Uma segunda ronda de conversações de paz entre os EUA e o Irão deveria ter tido lugar em Islamabad no fim de semana, mas Trump ordenou abruptamente aos seus enviados que não comparecessem.
O presidente dos Estados Unidos, Donald Trump, advertiu o Irão, na quarta-feira, para "ser inteligente rapidamente" e concordar com um acordo de paz, uma vez que os esforços de Washington e Teerão para pôr fim às hostilidades pareciam estar ainda num impasse.

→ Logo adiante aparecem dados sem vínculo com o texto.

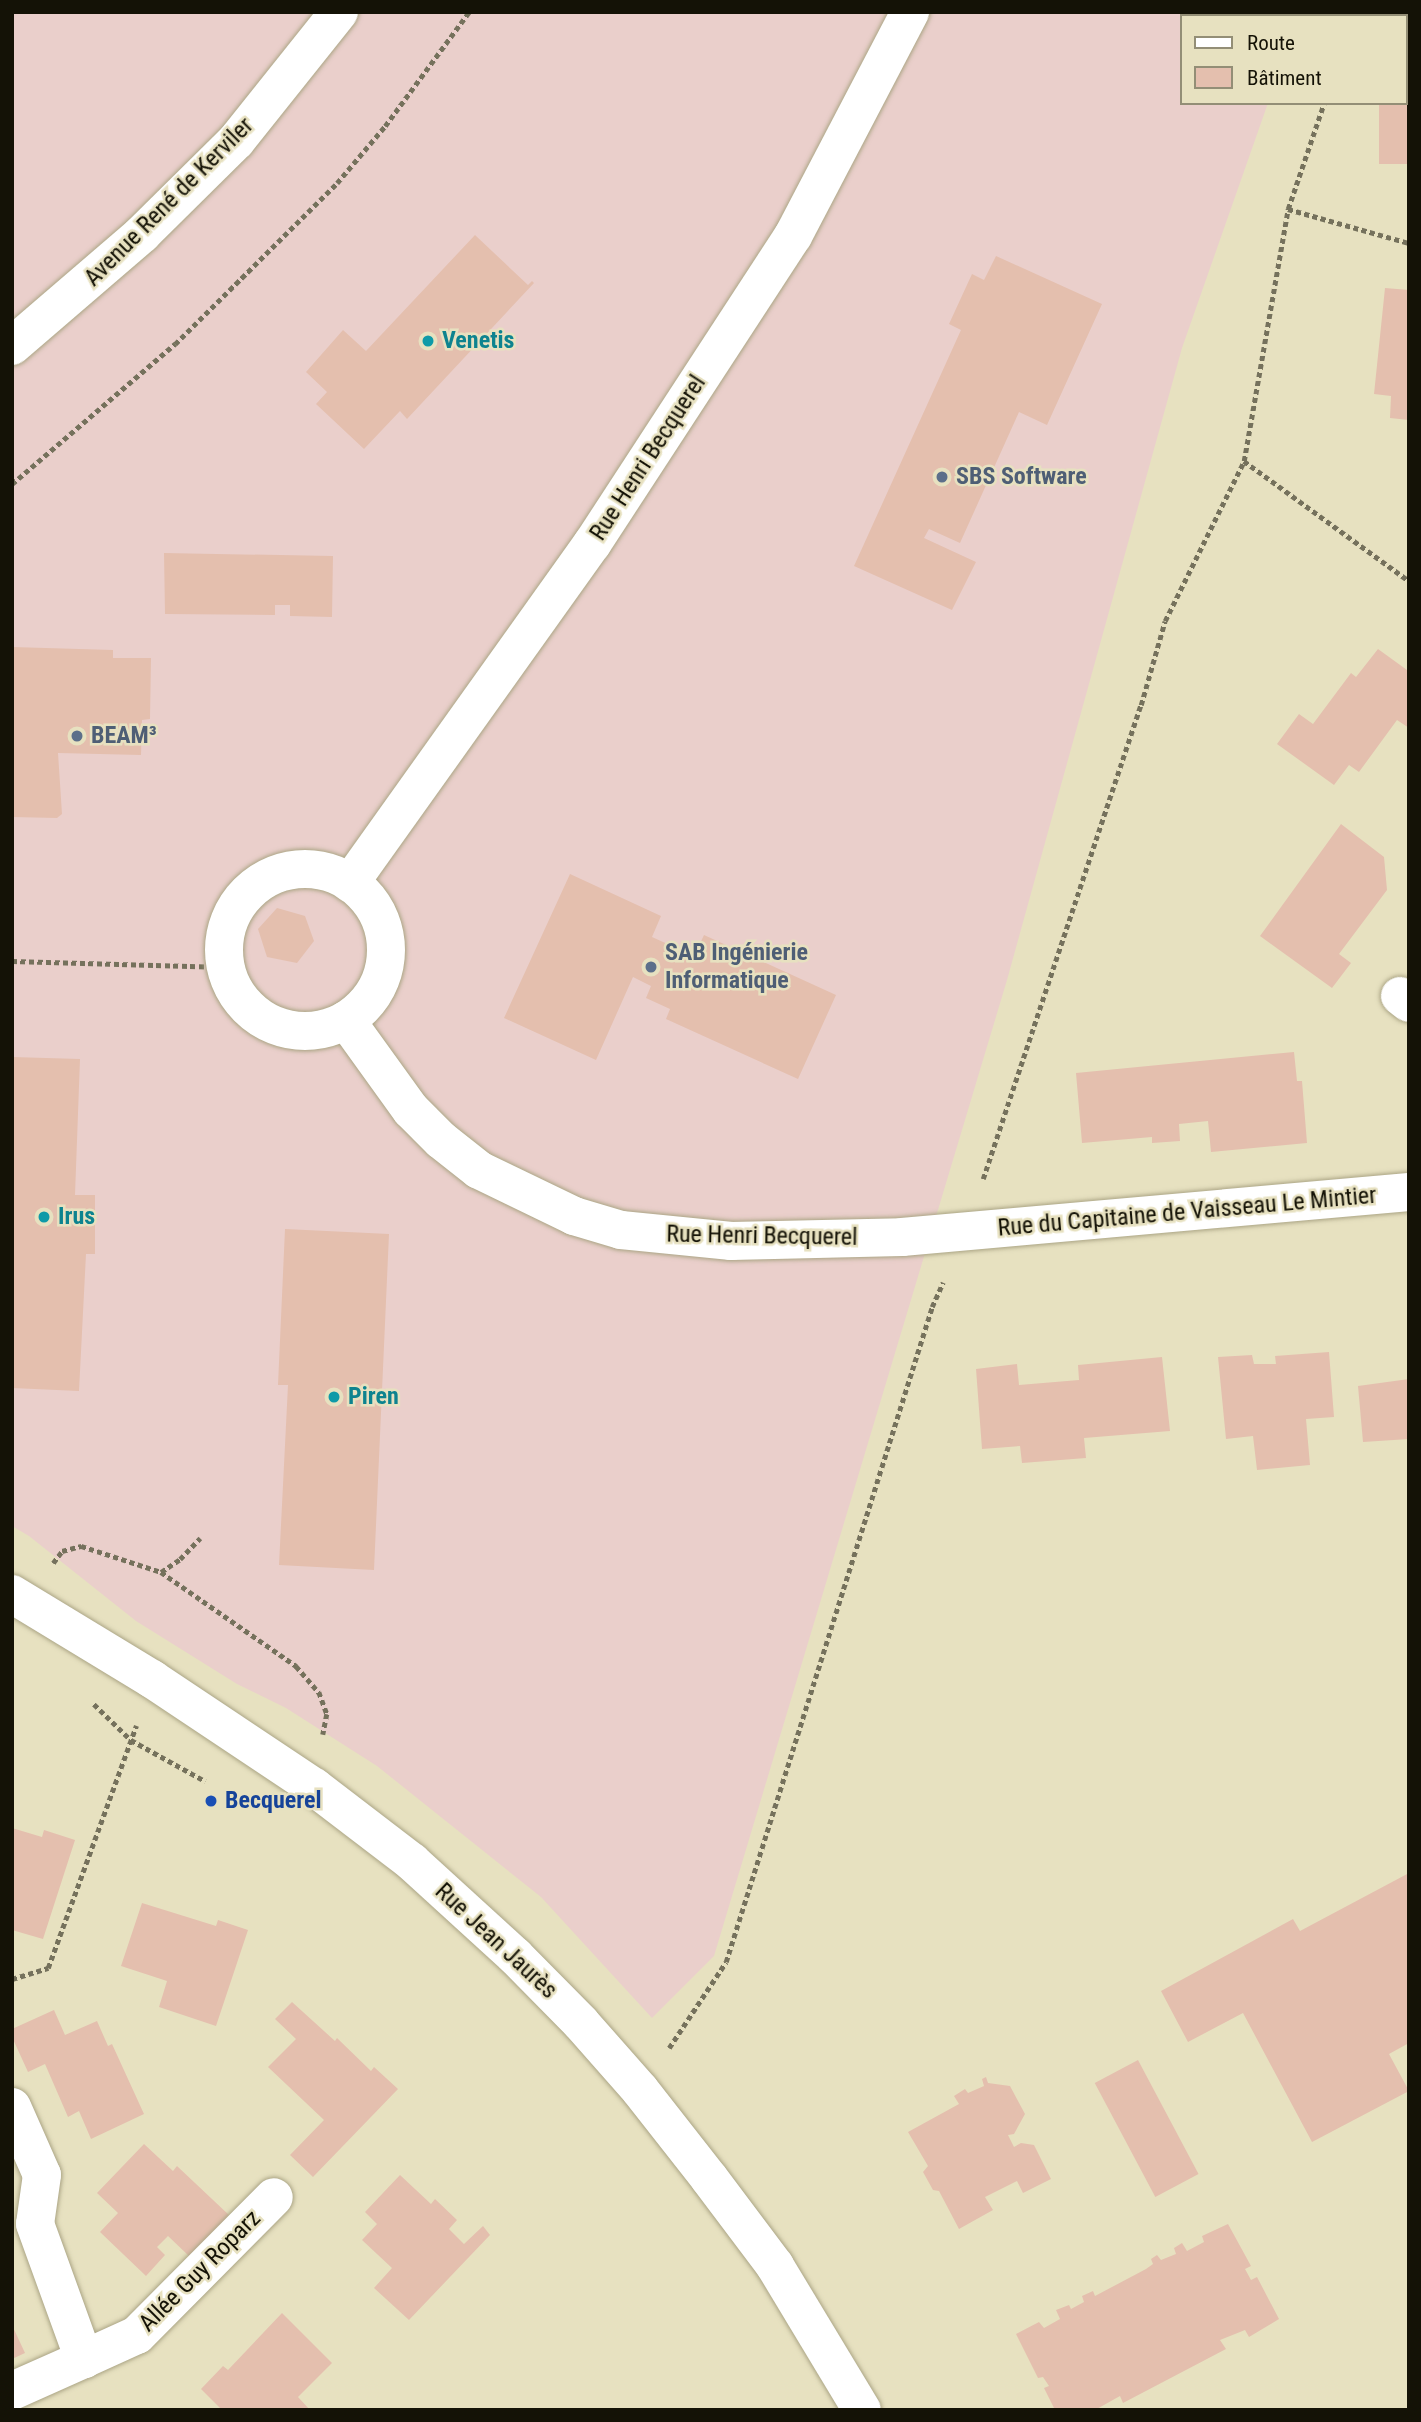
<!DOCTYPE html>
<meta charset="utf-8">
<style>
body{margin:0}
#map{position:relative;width:1421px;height:2422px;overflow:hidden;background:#e7e1c0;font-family:"Roboto Condensed",sans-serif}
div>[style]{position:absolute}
.commercial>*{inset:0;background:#eacfcb}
.building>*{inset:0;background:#e4bfae;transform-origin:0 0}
.path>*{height:4.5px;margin-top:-2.25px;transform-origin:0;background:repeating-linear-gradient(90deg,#75715c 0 5px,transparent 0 8.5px)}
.roads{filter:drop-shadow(0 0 2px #aba585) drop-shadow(0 0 2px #aba585)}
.minor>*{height:38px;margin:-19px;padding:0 19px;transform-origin:19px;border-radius:19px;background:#fff}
.minor>.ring{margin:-19px;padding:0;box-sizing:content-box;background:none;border:38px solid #fff;border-radius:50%}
.major>*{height:38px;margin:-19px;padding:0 19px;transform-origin:19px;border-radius:19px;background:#fff}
.dots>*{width:19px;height:19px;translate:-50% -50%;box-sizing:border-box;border:4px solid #e7e1c0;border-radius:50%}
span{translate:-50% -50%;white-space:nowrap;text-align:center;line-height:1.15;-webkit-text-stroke:5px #e7e1c0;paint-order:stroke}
.street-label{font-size:24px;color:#141206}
.culture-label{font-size:24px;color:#0d838f;font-weight:700}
.left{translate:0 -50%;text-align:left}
.service-label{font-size:24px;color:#4e5e75;font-weight:700}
.transit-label{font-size:24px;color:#164399;font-weight:700}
.frame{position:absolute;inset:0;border:14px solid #141206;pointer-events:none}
.legend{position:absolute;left:1180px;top:14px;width:228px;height:91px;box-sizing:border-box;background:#e7e1c0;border:2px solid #938e76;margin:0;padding:9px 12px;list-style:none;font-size:21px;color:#141206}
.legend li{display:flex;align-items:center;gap:14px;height:35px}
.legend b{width:35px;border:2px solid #938e76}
</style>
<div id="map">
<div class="commercial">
<i style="clip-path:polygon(12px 12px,1300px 12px,1299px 16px,1181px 16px,1181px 103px,1268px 103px,1182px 348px,1007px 980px,714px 1956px,652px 2018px,541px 1897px,377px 1766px,286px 1708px,237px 1684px,136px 1621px,29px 1536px,12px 1526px)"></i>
</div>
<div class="building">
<i style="clip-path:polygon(1405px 86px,1409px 86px,1409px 164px,1379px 164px,1379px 103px,1405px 103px)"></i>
<i style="clip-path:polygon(475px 235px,528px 285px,532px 281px,534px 283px,407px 419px,400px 411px,364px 449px,316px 404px,327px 392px,306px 372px,343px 330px,366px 351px)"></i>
<i style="clip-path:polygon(996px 256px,1102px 304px,1047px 425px,1019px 412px,960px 543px,929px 529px,924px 538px,976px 562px,952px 610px,854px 566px,961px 330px,949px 324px,972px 274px,984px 280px)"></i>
<i style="clip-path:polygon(1385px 288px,1409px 290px,1409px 420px,1390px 418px,1391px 396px,1374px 394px)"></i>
<i style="clip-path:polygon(164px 553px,333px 556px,332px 617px,290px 616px,290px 605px,275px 605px,275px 615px,165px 614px)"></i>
<i style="clip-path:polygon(12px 647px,113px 650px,113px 658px,151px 658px,150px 719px,142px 720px,141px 755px,58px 753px,62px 814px,57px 818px,12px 817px)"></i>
<i style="clip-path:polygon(1378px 649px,1407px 670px,1409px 667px,1409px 728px,1397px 720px,1359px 772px,1349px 765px,1334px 785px,1277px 744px,1299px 714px,1313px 724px,1351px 673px,1356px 677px)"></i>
<i style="clip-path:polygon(1341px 824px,1384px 857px,1387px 890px,1339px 954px,1351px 963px,1332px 988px,1260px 936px)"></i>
<i style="clip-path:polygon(570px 874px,661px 916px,652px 937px,694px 956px,704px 935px,836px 995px,798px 1079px,666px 1019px,670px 1009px,646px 998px,651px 986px,633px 977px,596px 1060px,504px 1018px)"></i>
<i style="clip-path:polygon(277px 908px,305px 916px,314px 941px,297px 963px,267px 957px,258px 929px)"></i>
<i style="clip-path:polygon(1294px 1052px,1297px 1081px,1302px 1081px,1307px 1143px,1211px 1152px,1208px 1121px,1179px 1124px,1180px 1141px,1152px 1143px,1152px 1137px,1082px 1143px,1076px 1073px)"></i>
<i style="clip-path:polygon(12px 1057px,80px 1059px,75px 1195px,95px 1195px,95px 1254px,86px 1254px,79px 1391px,12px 1388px)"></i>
<i style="clip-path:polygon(285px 1229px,389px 1234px,374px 1570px,279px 1565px,288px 1385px,278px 1385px)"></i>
<i style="clip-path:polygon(1329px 1352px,1334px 1417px,1306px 1419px,1310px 1465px,1257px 1470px,1253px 1436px,1226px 1439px,1218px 1357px,1252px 1355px,1254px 1364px,1276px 1364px,1275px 1356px)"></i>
<i style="clip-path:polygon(1162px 1357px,1170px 1431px,1084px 1438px,1086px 1458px,1022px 1463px,1020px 1446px,982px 1449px,976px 1369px,1017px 1364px,1019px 1385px,1079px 1380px,1078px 1365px)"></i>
<i style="clip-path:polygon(1409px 1379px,1409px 1439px,1363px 1442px,1358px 1386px)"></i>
<i style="clip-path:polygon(12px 1828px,42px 1837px,44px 1830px,75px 1840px,43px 1939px,12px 1930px)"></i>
<i style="clip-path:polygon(1409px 1873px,1409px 2043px,1389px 2054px,1409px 2091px,1312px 2142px,1243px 2013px,1188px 2042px,1161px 1991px,1293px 1919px,1300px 1931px)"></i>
<i style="clip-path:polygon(142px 1903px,216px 1926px,218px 1920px,248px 1930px,216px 2026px,159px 2007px,167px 1981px,121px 1966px)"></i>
<i style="clip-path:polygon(292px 2002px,335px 2041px,337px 2038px,371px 2071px,374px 2067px,398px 2089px,313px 2177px,290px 2155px,324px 2120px,268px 2067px,296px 2039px,275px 2019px)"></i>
<i style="clip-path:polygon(54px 2010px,65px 2035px,97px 2021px,108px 2046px,112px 2044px,144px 2114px,91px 2139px,79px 2111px,68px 2117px,45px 2064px,28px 2072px,12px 2037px,12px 2029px)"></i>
<i style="left:1138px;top:2060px;width:129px;height:49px;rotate:62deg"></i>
<i style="clip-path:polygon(986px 2077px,988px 2083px,1010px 2086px,1025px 2114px,1014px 2134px,1008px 2135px,1014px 2147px,1021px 2143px,1034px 2145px,1051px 2179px,1023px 2193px,1017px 2181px,985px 2197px,993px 2210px,959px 2229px,939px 2191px,933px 2190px,923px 2172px,928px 2166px,908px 2132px,959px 2104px,954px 2096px,965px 2089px,968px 2093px,984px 2086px,982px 2079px)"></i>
<i style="clip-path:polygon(144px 2144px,173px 2171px,177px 2166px,230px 2216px,190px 2257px,168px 2236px,157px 2247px,165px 2255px,146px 2276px,100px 2232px,118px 2213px,97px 2193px)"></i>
<i style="clip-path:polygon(400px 2175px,431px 2204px,435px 2199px,457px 2220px,449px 2229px,464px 2244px,483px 2226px,490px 2235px,409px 2320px,374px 2288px,392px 2268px,362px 2240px,377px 2224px,365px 2212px)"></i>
<i style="clip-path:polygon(1228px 2224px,1251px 2266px,1245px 2269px,1251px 2280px,1257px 2277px,1279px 2319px,1249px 2337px,1245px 2330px,1220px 2340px,1226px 2349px,1123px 2403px,1120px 2396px,1095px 2410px,1055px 2410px,1044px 2388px,1049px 2386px,1043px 2377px,1038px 2378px,1016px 2334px,1039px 2322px,1044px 2328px,1060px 2319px,1056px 2310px,1069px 2305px,1071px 2309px,1084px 2302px,1082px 2296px,1093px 2291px,1095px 2296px,1146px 2269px,1153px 2264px,1151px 2259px,1157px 2255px,1161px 2260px,1176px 2254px,1174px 2248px,1182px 2243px,1187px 2251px,1204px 2242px,1202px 2236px)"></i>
<i style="clip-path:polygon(282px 2313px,332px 2363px,298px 2397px,310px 2410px,222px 2410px,201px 2389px,223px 2366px,228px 2370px)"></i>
<i style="clip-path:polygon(12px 2325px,25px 2353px,12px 2359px)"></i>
</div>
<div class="path">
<i style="left:1353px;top:16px;width:4px;rotate:-76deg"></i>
<i style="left:1288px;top:209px;width:126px;rotate:15.7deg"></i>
<i style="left:1244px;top:461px;width:204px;rotate:36deg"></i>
<i style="left:12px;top:484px;width:215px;rotate:-40.7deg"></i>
<i style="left:175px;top:344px;width:228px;rotate:-44.8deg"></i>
<i style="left:337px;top:183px;width:75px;rotate:-49.9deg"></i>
<i style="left:385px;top:126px;width:142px;rotate:-53.6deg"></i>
<i style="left:12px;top:961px;width:213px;rotate:1.6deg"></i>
<i style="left:983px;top:1179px;width:500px;rotate:-71.6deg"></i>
<i style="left:1141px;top:705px;width:87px;rotate:-74.1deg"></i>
<i style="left:1165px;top:621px;width:178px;rotate:-63.7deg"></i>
<i style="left:1244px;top:461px;width:256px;rotate:-80.1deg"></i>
<i style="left:1288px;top:209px;width:112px;rotate:-71.2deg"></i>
<i style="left:53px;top:1563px;width:15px;rotate:-53deg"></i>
<i style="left:62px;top:1551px;width:20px;rotate:-15deg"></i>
<i style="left:81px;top:1546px;width:84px;rotate:18deg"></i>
<i style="left:161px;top:1572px;width:23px;rotate:-34deg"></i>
<i style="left:180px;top:1559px;width:29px;rotate:-46deg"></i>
<i style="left:161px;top:1572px;width:165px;rotate:34.8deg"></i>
<i style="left:296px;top:1666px;width:35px;rotate:49deg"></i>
<i style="left:319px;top:1692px;width:23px;rotate:70deg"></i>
<i style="left:327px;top:1714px;width:21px;rotate:101deg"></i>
<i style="left:94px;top:1704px;width:52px;rotate:44.2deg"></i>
<i style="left:131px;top:1740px;width:85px;rotate:29deg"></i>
<i style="left:12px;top:1979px;width:38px;rotate:-17deg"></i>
<i style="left:48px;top:1968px;width:258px;rotate:-70deg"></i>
<i style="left:669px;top:2048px;width:103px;rotate:-56.5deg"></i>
<i style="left:726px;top:1962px;width:687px;rotate:-72.54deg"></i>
<i style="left:932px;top:1307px;width:27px;rotate:-66deg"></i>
</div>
<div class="roads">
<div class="minor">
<i class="ring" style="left:224px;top:869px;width:124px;height:124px"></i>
<i style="left:350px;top:883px;width:417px;rotate:-54.5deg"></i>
<i style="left:592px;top:544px;width:368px;rotate:-56.9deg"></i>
<i style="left:793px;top:236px;width:253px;rotate:-62.4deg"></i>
<i style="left:1400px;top:996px;width:11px;rotate:38deg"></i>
<i style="left:346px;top:1020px;width:111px;rotate:54.2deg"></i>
<i style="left:411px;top:1110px;width:42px;rotate:45deg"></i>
<i style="left:441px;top:1140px;width:48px;rotate:38.3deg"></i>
<i style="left:479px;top:1170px;width:106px;rotate:25.8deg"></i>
<i style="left:574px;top:1216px;width:49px;rotate:16.6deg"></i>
<i style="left:621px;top:1230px;width:111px;rotate:5.7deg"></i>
<i style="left:731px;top:1241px;width:171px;rotate:-1.3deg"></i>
<i style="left:902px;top:1237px;width:509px;rotate:-5.07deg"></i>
<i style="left:12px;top:2107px;width:74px;rotate:66.2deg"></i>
<i style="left:42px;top:2175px;width:49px;rotate:98.1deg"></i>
<i style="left:35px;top:2224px;width:144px;rotate:70.1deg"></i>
<i style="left:84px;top:2359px;width:79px;rotate:156deg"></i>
<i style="left:84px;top:2359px;width:58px;rotate:-24.4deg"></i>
<i style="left:137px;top:2335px;width:194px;rotate:-45.2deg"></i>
</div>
<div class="major">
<i style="left:12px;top:346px;width:172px;rotate:-40.7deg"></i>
<i style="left:142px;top:234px;width:132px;rotate:-44.7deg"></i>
<i style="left:236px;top:141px;width:165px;rotate:-51.4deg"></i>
<i style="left:12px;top:1594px;width:164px;rotate:31.3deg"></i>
<i style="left:152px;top:1679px;width:195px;rotate:33.7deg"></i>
<i style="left:314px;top:1787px;width:123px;rotate:37.4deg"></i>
<i style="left:412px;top:1862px;width:139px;rotate:42.4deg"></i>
<i style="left:515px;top:1956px;width:94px;rotate:45.4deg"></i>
<i style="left:581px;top:2023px;width:89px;rotate:48.6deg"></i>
<i style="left:640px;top:2090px;width:112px;rotate:51.9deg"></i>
<i style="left:709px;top:2178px;width:110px;rotate:53.1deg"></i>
<i style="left:775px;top:2266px;width:168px;rotate:58.9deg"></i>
</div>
</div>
<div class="dots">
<i style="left:428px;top:341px;background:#0f9aa8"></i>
<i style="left:942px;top:477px;background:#5c6f8a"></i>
<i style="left:77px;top:736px;background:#5c6f8a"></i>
<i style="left:651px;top:967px;background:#5c6f8a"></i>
<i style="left:44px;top:1217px;background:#0f9aa8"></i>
<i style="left:334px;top:1397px;background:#0f9aa8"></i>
<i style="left:211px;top:1801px;background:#1a4fb4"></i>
</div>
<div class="street-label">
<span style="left:169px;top:202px;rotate:-45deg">Avenue René de Kerviler</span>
<span style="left:648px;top:458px;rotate:-57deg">Rue Henri Becquerel</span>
<span style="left:1187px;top:1212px;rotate:-5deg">Rue du Capitaine de Vaisseau Le Mintier</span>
<span style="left:762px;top:1236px;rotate:1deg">Rue Henri Becquerel</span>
<span style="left:496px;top:1941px;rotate:43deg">Rue Jean Jaurès</span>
<span style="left:200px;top:2271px;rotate:-45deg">Allée Guy Roparz</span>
</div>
<div class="culture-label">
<span class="left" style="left:442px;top:341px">Venetis</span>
<span class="left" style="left:58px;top:1217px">Irus</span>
<span class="left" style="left:348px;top:1397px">Piren</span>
</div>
<div class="service-label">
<span class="left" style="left:956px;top:477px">SBS Software</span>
<span class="left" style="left:91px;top:736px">BEAM³</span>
<span class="left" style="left:665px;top:967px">SAB Ingénierie<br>Informatique</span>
</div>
<div class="transit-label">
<span class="left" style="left:225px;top:1801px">Becquerel</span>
</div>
<div class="frame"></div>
<ul class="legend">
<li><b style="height:9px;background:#fff"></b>Route</li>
<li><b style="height:19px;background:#e4bfae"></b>Bâtiment</li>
</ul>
</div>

"O Irão não consegue agir em conjunto. Não sabem como assinar um acordo não nuclear. É melhor eles ficarem espertos depressa!", escreveu Trump numa publicação na sua plataforma Truth Social, ao lado de uma ilustração na qual o presidente dos EUA surge a segurar uma espingarda de assalto, com a legenda: "No more Mr Nice Guy".
Uma segunda ronda de conversações de paz deveria ter acontecido em Islamabad, no fim de semana, mas Trump ordenou abruptamente aos seus enviados que não comparecessem.
Em declarações à Fox News, Trump disse: "Temos todos os cartões. Podem chamar-nos sempre que quiserem, mas não vão fazer mais voos de 18 horas para ficarem sentados a falar de nada", acrescentou.
O líder da Casa Branca disse ainda à agência noticiosa norte-americana Axios que o cancelamento das conversações não significava um recomeço das hostilidades, insistindo que "ainda não pensámos nisso".
O enviado especial dos Estados Unidos, Steve Witkoff, e Jared Kushner, deslocar-se-ão ao Paquistão no sábado para uma "conversa pessoal", com o objetivo de "esperar que a bola avance em direção a um acordo", afirmou a Casa Branca na sexta-feira.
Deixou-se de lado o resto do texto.